Tiedotustilaisuuden pohjalta tehty puffijuttu: http://www.aamuset.fi/naista-puhutaan/kulttuuri/koreografi-liisa-pentti-juhlii-tanssiteoksella

Pidempi ennakkojuttu ja (kirjautumisen vaativa) video: http://www.ts.fi/kulttuuri/2964226/Nijinskyn+Jeux+uudelleen+kuviteltuna

Arvio teoksesta Turun Sanomissahttp://www.ts.fi/kulttuuri/nayttamotaide/2966916/Tanssiarvio+Kuvittelevat+kehot+ja+tanssittu+historiankirjoitus

Esitykset Kutomolla Turussa 29.10. asti:

http://www.ehka.net/jeux-uudelleen-kuviteltu-re-imagined/

Tämän jälkeen esitykset Ateneum-salissa Helsingissä 4.-6.11.2016:

http://www.ateneum.fi/tapahtumat/liisa-pentti-jeux-uudelleen-kuviteltu-re-imagined/

 

 

Presentation

IMAGEs in this text refer to this powerpoint presentation (without video)

IMAGE 1 Jeux 1913 and 2016

I am Hanna Järvinen, Senior Researcher in this Academy of Finland research project. By training, I am a historian, and writing is my principal form of practice. My job in the How to Do Things with Performance? project is to ask questions about the history of performance and of performing history. This project, I hope, will allow for exploration of collective, collaborative practices and performative writing.
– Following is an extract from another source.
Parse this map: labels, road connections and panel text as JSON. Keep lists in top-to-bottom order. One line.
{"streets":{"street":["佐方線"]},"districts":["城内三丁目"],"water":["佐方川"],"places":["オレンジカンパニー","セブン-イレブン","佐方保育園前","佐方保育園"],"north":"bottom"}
IMAGE 2 According to Della Pollock, performative writing has six qualities. It is evocative, rendering the absent present. It is metonymic, meaning that it is self-consciously incomplete. It is subjective, not autobiographical but rather it subjects the reader to the writer’s reflexivity. It is nervous in its crossings of theories, contexts, and practices. It is citational – in other words repetitive and reiterative. It is consequential, that is, it does something, produces something, as with Austin’s performative utterances.

Let’s keep these qualities in mind and discuss practice. IMAGE 3 I am currently working as a historical context advisor in a dance piece, Jeux, Uudelleen kuviteltu / Re-Imagined, which will premiere in Turku in a fortnight, on October 19th. There will also be performances in Helsinki from November 4th to November 6th at the National Gallery Ateneum.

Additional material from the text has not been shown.